Restore of mysql and email users for 2 domains makes all other existing domains suexec settings mismatch

I had a major outage today of our main sites, resulting in an error 500 on them (FCGID mode).

I don't know when exactly this happened, but it looks that it most probably happened when i did a partial backup and restore at last minute before switching servers to synchronize quickly databases and email (and it didn't synchronize email folders!) of:

  • mysql data
  • Email users

for just 2 servers out of 15...

Most of the virtual servers apache suexec config lost relation with userids AND groups:

E.g. this part:

< VirtualHost 80.11.22.33:80 > SuexecUserGroup "#1036" "#1015"

should have been:

< VirtualHost 80.11.22.33:80 > SuexecUserGroup "#1010" "#1003"

So suddenly most of the 15 (actually 13, and actually not the 2 that got imported, but all others !!!) stopped working !

Also this discrepancy didn't get catched by the "Check config"s.

Status: 
Active

Comments

So are you sure that the backup and restore caused this? If you just restored MySQL DBs and email users, Apache settings shouldn't have been touched at all ..

You can detect these kinds of issues with Virtualmin's validation feature, under Limits and Validation on the left menu.

As said, not 100% sure, but I checked all domains carefully, using directly the DNS server of the new host in preparation, then just restored latest database and Email users (later one with the wrong assumption that it would ALSO backup / restore the Email-boxes...) then I changed IP in /etc/network/interfaces, shutdown old server, rebooted new one, changed IP addresses in virtualmin pro, and tried the domains, with Error 500...

So within all of this the only thing that could have modified userid/groupid of users, without changing the Apache settings would be the restore of database and Email users above, imho.

But as said i might be wrong, as I had various other issues to deal with for main domains (like the http working fine on port 80, but the https not working on port 443, and some other networking related troubles). But none should have renumbered users/groups.

Really strange.

Anyway, now manually edited the apache files, and all domains are now working.

Btw, while at Error 500, your default setting for headers in apache displays all revision details and all installed apache modules, which is not recommended security-wise. My prefered default setting is "Product only". I change that systematically, so no bug here, just a default setting which isn't great security-wise (of course great debug-wise).

So is it possible that the Apache settings were wrong before you did the final restore of databases and mailboxes? I could believe that there is a Virtualmin bug that causes the Apache restore to get the wrong UID and GID in the case where they are re-allocated on the new system ..

Yes, uid & gid were re-alocated on the new system, as we did a global mass-restore from a single TAR file to start with (see my other bug report for that).

Just before the partial final restore the sites on new system did work fine.

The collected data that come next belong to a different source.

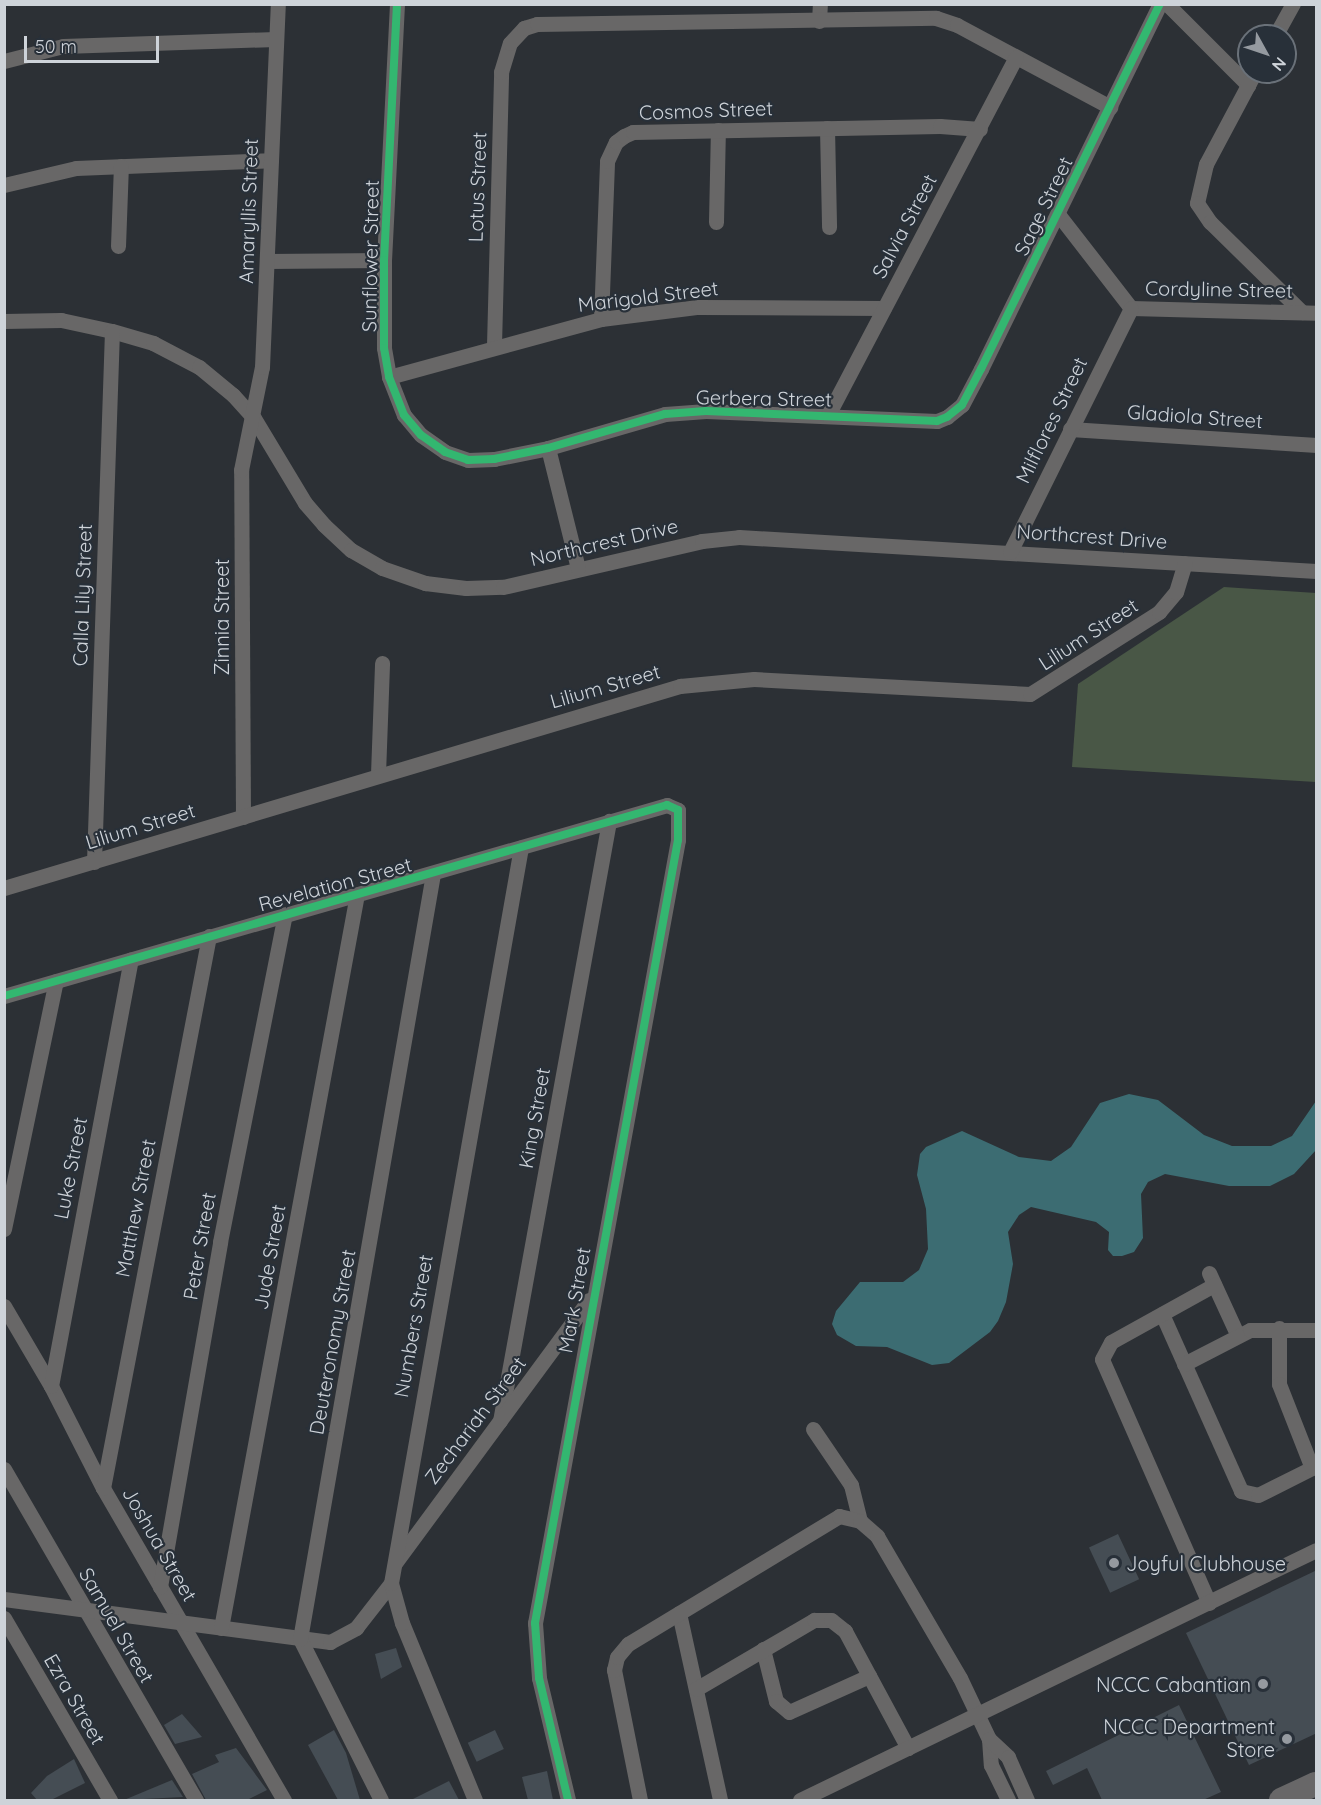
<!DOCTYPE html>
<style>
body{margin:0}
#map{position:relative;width:1321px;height:1805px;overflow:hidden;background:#2c3035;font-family:Quicksand,sans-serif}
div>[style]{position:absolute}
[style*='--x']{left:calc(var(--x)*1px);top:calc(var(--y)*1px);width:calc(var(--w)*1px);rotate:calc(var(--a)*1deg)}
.green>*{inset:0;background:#495746}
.water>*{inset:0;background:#3c6c72}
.building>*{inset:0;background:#454d54;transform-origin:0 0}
.minor>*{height:15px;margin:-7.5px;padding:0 7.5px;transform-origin:7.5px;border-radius:7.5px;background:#686767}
.primary>*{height:24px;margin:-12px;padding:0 12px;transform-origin:12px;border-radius:12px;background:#686768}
.cycleway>*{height:8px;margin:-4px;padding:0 4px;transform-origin:4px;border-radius:4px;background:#33b770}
.dots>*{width:16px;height:16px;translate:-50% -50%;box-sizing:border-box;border:3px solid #283039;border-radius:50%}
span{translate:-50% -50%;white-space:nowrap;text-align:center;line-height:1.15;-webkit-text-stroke:4.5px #283039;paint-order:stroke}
.street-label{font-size:20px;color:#ced3d9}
.poi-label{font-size:20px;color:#ced3d9}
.left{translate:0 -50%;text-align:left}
.right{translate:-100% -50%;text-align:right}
.frame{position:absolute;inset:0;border:6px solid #ced3d9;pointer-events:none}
.north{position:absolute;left:1237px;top:24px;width:60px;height:60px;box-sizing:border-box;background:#283039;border:2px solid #6a7179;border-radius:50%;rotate:130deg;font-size:16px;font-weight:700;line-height:24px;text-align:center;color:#ced3d9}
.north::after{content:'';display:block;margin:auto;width:21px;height:27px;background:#959aa0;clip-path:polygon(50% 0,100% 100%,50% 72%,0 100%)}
.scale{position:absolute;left:24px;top:36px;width:135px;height:27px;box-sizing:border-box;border:3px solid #ced3d9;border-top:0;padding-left:8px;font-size:18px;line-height:21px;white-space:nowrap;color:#ced3d9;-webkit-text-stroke:4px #283039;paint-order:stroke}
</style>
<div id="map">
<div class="green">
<div style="clip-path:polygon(1224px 587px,1316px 593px,1316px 782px,1072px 767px,1078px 684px)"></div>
</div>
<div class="water">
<div style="clip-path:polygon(1129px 1094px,1158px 1100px,1204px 1135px,1232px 1146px,1271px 1146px,1292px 1136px,1316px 1101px,1316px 1150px,1294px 1174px,1270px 1186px,1229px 1186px,1165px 1174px,1148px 1182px,1141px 1194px,1143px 1238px,1134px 1252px,1122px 1256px,1113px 1256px,1108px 1250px,1109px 1232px,1096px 1222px,1031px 1207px,1019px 1215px,1008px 1232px,1013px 1264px,1006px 1302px,998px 1321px,990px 1332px,949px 1363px,932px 1365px,887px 1347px,856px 1346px,837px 1335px,832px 1324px,836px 1311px,860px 1282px,903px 1282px,919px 1270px,928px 1249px,926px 1209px,917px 1175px,920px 1154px,926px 1147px,962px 1131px,1019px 1157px,1051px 1161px,1071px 1147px,1100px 1103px)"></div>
</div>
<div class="building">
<div style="left:1118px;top:1534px;width:50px;height:32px;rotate:65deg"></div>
<div style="clip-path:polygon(1317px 1570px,1317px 1733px,1249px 1765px,1186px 1633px)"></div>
<div style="clip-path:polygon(396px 1648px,402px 1667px,381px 1679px,375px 1654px)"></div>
<div style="clip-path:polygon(1179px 1705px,1221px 1792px,1203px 1800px,1102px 1800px,1087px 1768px,1053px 1785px,1046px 1771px)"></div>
<div style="clip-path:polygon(182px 1714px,202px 1737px,175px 1744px,164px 1725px)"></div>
<div style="clip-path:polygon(334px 1730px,346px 1753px,360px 1800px,338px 1800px,308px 1745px)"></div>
<div style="left:495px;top:1730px;width:21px;height:30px;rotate:65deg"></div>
<div style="clip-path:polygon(236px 1748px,267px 1790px,247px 1800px,206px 1800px,192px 1774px,219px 1762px,215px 1755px)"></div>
<div style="clip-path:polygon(74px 1759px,85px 1783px,51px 1800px,37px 1800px,31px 1793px,47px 1776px)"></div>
<div style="clip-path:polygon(547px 1771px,553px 1800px,528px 1800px,522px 1777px)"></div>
<div style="clip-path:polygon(172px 1780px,183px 1797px,124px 1800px)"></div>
<div style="clip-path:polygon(449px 1781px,459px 1800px,411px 1800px)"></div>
</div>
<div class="minor">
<div style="--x:397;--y:4;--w:256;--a:92.9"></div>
<div style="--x:384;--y:260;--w:88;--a:90"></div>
<div style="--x:384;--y:348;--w:29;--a:80"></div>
<div style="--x:389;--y:377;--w:41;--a:68.5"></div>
<div style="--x:404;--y:415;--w:26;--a:50"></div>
<div style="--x:421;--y:435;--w:29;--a:35"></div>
<div style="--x:445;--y:452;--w:24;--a:19"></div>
<div style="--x:468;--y:460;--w:26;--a:-2"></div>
<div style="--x:494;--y:459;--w:55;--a:-11.5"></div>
<div style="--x:548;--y:448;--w:122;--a:-16.2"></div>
<div style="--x:665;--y:414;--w:41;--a:-4.2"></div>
<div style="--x:706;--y:411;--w:231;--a:2.5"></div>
<div style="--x:937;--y:421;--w:11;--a:-22"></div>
<div style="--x:947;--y:417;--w:19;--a:-39"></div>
<div style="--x:962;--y:405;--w:41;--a:-62.2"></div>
<div style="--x:981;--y:369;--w:407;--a:-63.9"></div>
<div style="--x:1167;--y:4;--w:115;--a:45"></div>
<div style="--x:819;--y:21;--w:17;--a:-87"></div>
<div style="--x:1275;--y:36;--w:37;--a:-61"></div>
<div style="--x:4;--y:61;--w:61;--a:-14.3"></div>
<div style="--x:63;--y:46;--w:213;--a:-1.9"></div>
<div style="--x:1255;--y:72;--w:104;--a:118"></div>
<div style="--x:1206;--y:164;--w:40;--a:103"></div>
<div style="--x:1197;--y:203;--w:23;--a:56"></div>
<div style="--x:1210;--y:222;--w:129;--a:44.4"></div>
<div style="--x:827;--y:128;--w:99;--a:88.8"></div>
<div style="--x:4;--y:185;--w:74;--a:-13.3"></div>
<div style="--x:76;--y:168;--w:195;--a:-2.3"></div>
<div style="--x:1058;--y:214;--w:119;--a:52.2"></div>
<div style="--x:716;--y:222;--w:92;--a:-88.8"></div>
<div style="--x:118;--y:246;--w:80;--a:-87.9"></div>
<div style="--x:267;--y:261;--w:117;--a:-0.5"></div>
<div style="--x:1131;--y:308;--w:185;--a:1.5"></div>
<div style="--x:601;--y:319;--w:158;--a:-87.8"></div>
<div style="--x:607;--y:161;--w:21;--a:-65"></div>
<div style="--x:616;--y:142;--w:10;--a:-37"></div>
<div style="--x:624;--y:136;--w:10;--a:-24"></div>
<div style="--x:633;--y:132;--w:307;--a:-1.1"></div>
<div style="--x:940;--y:126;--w:40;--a:4.3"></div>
<div style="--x:4;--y:321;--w:57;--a:-1"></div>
<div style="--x:61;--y:320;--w:52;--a:12.2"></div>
<div style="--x:112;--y:331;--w:43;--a:16.3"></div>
<div style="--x:153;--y:343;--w:52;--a:27.6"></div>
<div style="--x:199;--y:367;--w:44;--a:39.5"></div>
<div style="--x:233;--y:395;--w:31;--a:48"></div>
<div style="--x:254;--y:418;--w:99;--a:59"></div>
<div style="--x:305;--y:503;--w:29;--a:49"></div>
<div style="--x:324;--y:525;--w:37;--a:43"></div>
<div style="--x:351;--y:550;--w:36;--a:30"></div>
<div style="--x:382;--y:568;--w:46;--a:19.2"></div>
<div style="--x:425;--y:583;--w:41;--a:7"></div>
<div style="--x:466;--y:588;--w:37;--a:-2"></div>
<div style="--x:503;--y:587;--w:204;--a:-13"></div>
<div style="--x:702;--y:541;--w:37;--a:-6"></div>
<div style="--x:739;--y:537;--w:578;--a:3.37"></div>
<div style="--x:494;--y:345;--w:273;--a:-88.5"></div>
<div style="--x:501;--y:72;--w:30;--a:-73"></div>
<div style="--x:510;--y:43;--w:21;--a:-47"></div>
<div style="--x:524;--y:28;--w:14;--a:-17"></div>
<div style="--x:537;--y:24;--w:399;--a:-0.9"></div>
<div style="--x:936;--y:18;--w:22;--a:18"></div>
<div style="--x:957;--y:25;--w:174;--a:28.2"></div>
<div style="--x:389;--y:377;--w:220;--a:-15.3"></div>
<div style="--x:601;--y:319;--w:98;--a:-7.1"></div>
<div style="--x:698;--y:307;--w:186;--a:0.3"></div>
<div style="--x:828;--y:415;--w:404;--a:-62.3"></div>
<div style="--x:1070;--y:429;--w:247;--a:3.7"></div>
<div style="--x:548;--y:448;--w:124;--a:76"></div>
<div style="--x:1010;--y:552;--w:272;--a:-63.6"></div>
<div style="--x:378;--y:774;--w:111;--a:-87.9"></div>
<div style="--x:243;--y:817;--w:347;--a:-90.3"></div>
<div style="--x:241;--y:470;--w:105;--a:-78.5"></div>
<div style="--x:262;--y:367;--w:363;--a:-87.5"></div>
<div style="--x:94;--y:862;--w:531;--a:-88.06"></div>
<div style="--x:4;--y:888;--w:706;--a:-16.64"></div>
<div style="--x:680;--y:686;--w:74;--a:-5.4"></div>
<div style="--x:754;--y:679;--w:276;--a:3.1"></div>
<div style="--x:1030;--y:694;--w:153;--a:-32.4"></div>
<div style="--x:1159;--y:612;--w:26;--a:-50"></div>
<div style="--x:1176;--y:592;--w:30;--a:-73"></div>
<div style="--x:4;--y:996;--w:690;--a:-16.07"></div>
<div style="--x:667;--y:805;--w:12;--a:24"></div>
<div style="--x:678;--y:810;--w:30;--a:90"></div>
<div style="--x:678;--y:840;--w:796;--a:100.35"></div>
<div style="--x:535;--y:1623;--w:55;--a:85.8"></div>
<div style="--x:539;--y:1678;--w:125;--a:76.6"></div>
<div style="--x:4;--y:1229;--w:253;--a:-78.2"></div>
<div style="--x:1209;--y:1273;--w:67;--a:65.3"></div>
<div style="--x:4;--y:1306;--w:93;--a:59.6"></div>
<div style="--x:51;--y:1386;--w:114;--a:63"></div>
<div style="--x:103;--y:1488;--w:361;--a:59.9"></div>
<div style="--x:1162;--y:1314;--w:194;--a:65.9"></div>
<div style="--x:1241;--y:1491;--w:17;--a:13"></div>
<div style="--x:1258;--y:1495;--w:65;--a:-26.6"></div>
<div style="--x:1279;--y:1328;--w:56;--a:90"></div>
<div style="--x:1279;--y:1384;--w:90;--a:68.6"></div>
<div style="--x:1184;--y:1364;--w:74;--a:-27.3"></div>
<div style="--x:1250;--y:1330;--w:66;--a:0"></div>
<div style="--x:51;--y:1386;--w:434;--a:-79.4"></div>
<div style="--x:500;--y:1421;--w:610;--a:-79.7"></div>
<div style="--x:813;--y:1429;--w:68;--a:55.8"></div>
<div style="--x:851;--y:1485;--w:37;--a:76"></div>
<div style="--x:4;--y:1469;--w:383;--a:59.9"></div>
<div style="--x:103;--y:1488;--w:562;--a:-79.13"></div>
<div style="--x:395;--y:1563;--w:327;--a:-53.6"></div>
<div style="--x:160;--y:1587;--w:350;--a:-80.1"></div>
<div style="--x:220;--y:1242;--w:334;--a:-78.8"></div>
<div style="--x:4;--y:1599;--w:329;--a:7.5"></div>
<div style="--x:330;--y:1642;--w:30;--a:-28"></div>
<div style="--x:356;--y:1628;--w:57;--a:-52.1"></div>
<div style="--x:1209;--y:1603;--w:266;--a:-113.7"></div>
<div style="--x:1102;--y:1359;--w:19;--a:-62"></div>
<div style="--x:1111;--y:1342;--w:118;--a:-29"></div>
<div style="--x:679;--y:1613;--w:191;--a:77.6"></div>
<div style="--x:4;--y:1618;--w:211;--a:59.8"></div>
<div style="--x:221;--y:1628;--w:746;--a:-79.5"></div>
<div style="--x:763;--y:1649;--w:54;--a:76"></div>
<div style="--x:776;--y:1701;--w:17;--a:40"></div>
<div style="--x:789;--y:1712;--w:88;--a:-24.2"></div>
<div style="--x:696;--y:1689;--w:137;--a:-30.3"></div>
<div style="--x:814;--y:1620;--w:17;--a:0"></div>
<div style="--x:831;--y:1620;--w:18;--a:38"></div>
<div style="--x:845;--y:1631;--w:133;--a:61.7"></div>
<div style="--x:989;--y:1739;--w:26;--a:86"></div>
<div style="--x:991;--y:1765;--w:39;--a:64"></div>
<div style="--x:381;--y:1800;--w:180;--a:-116.7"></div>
<div style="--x:300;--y:1639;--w:776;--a:-80.14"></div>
<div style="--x:475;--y:1800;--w:191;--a:-112.4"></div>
<div style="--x:402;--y:1623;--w:41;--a:-105.4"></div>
<div style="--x:391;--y:1583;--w:747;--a:-79.98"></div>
<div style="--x:640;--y:1800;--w:133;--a:-101.3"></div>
<div style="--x:614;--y:1670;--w:13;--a:-77"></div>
<div style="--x:617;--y:1657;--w:17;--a:-50"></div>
<div style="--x:628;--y:1644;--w:247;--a:-31.2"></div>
<div style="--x:839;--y:1516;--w:22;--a:13"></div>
<div style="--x:860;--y:1521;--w:23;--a:41"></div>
<div style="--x:877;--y:1536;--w:164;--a:59.7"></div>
<div style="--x:960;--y:1678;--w:68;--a:64.6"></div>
<div style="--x:989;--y:1739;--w:26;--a:43"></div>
<div style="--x:1008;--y:1757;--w:47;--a:66.2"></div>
<div style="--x:800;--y:1800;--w:573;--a:-25.85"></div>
</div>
<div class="primary">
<div style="--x:1281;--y:1800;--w:38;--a:-25"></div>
</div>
<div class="cycleway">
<div style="--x:397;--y:4;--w:256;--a:92.9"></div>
<div style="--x:384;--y:260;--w:88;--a:90"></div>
<div style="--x:384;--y:348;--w:29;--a:80"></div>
<div style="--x:389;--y:377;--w:41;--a:68.5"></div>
<div style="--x:404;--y:415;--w:26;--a:50"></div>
<div style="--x:421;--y:435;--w:29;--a:35"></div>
<div style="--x:445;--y:452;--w:24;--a:19"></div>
<div style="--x:468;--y:460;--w:26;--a:-2"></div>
<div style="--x:494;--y:459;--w:55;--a:-11.5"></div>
<div style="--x:548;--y:448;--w:122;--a:-16.2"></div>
<div style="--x:665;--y:414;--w:41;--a:-4.2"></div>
<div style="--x:706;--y:411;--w:231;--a:2.5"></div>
<div style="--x:937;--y:421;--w:11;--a:-22"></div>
<div style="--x:947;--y:417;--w:19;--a:-39"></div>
<div style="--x:962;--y:405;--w:41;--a:-62.2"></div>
<div style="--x:981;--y:369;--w:407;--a:-63.9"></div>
<div style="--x:4;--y:996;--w:690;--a:-16.07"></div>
<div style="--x:667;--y:805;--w:12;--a:24"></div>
<div style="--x:678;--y:810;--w:30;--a:90"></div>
<div style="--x:678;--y:840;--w:796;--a:100.35"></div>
<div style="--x:535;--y:1623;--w:55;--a:85.8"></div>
<div style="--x:539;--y:1678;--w:125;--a:76.6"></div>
</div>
<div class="dots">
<div style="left:1114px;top:1563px;background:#959aa0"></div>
<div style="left:1263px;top:1684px;background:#959aa0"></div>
<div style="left:1287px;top:1739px;background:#959aa0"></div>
</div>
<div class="street-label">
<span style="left:706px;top:110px;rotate:-2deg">Cosmos Street</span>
<span style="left:477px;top:187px;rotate:-88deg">Lotus Street</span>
<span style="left:1043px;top:206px;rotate:-64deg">Sage Street</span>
<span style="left:248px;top:211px;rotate:-88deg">Amaryllis Street</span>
<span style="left:904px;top:226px;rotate:-62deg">Salvia Street</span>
<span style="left:370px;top:256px;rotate:-89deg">Sunflower Street</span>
<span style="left:1219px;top:289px;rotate:1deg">Cordyline Street</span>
<span style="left:648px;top:296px;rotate:-7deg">Marigold Street</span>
<span style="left:764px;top:398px;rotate:1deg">Gerbera Street</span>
<span style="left:1195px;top:416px;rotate:4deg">Gladiola Street</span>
<span style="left:1051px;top:420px;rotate:-64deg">Milflores Street</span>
<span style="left:1092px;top:536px;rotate:4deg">Northcrest Drive</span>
<span style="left:604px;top:542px;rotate:-13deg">Northcrest Drive</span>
<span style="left:82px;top:595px;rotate:-88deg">Calla Lily Street</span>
<span style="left:221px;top:617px;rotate:-90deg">Zinnia Street</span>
<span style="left:1088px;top:634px;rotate:-33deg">Lilium Street</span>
<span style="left:605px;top:686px;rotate:-16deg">Lilium Street</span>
<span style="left:140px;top:826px;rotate:-17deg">Lilium Street</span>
<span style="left:335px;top:884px;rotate:-15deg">Revelation Street</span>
<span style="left:534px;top:1118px;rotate:-80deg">King Street</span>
<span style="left:70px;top:1168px;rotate:-79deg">Luke Street</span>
<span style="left:135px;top:1208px;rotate:-79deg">Matthew Street</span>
<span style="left:199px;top:1246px;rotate:-80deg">Peter Street</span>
<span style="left:269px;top:1257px;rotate:-80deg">Jude Street</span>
<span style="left:574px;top:1300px;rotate:-80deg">Mark Street</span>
<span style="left:413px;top:1326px;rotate:-80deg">Numbers Street</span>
<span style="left:332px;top:1342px;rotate:-80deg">Deuteronomy Street</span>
<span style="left:475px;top:1420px;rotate:-53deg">Zechariah Street</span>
<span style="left:160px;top:1544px;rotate:60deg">Joshua Street</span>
<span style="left:117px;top:1625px;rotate:60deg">Samuel Street</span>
<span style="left:75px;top:1699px;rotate:60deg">Ezra Street</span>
</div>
<div class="poi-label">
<span class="left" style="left:1126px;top:1563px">Joyful Clubhouse</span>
<span class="right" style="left:1251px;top:1684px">NCCC Cabantian</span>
<span class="right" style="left:1275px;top:1738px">NCCC Department<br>Store</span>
</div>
<div class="frame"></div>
<div class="north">N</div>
<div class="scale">50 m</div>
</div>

The strange thing is that the partial restore did in fact not concern all sites and not webserver. Only mysql database and email/ftp users for 2 domains.

And it's all the other domains, and indeed not the 2 transfered ones that got bad uid / gid in apache conf files.

Thanks for the "Check virtual servers" hint. E.g. I get there:

Apache website : SuExec user is set to #1035, but the virtual server's UID is 1031

But no way to quickly fix from there.

The only fix unfortunately is to manually edit httpd.conf to set the correct UIDs as mentioned in the validation report.

I'm at a loss as to how this could have been broken by the second restore though. as like you said it only touched a few times. Perhaps the first restore was the one that got it wrong?

I doubt the first restore got it wrong, as i checked each virtual server by using the dns of the new server which had a different IP address. The dns was disconnected from our dns cluster, so didn't update the official addresses during tests.

So unless my local freebsd/osx system didn't clear caches on dns change, which i doubt, as i saw the virtual servers of the new servers (dynamic content like users # and no online users indicated that it was not the old still running server), i don't see either what else messed up either the apache settings OR recreated the users and groups.

My first suspect is still the partial restore of Email/FTP users, which as it's written in the log, recreates the users (and maybe assigns new UID/GID, but probably doesn't update the apache settings ?)

The mailbox user restore does re-create users, but only mailboxes .. not the Unix user for the domain owner.

Can you check if the UID for the domain's Unix user was changed by the second restore?

I don't have a spare server for trials right now, and don't want to risk another outage on a live server.

How large is your backup file? I could try a restore on one of my test systems ..

Unfortunately, it's many gigabytes, and also our local data privacy protection laws don't allow us to send user data out.

That's a pity .. there isn't really much I can do to debug this then, unless you can create a small test domain and re-produce the problem by backing up and restoring that.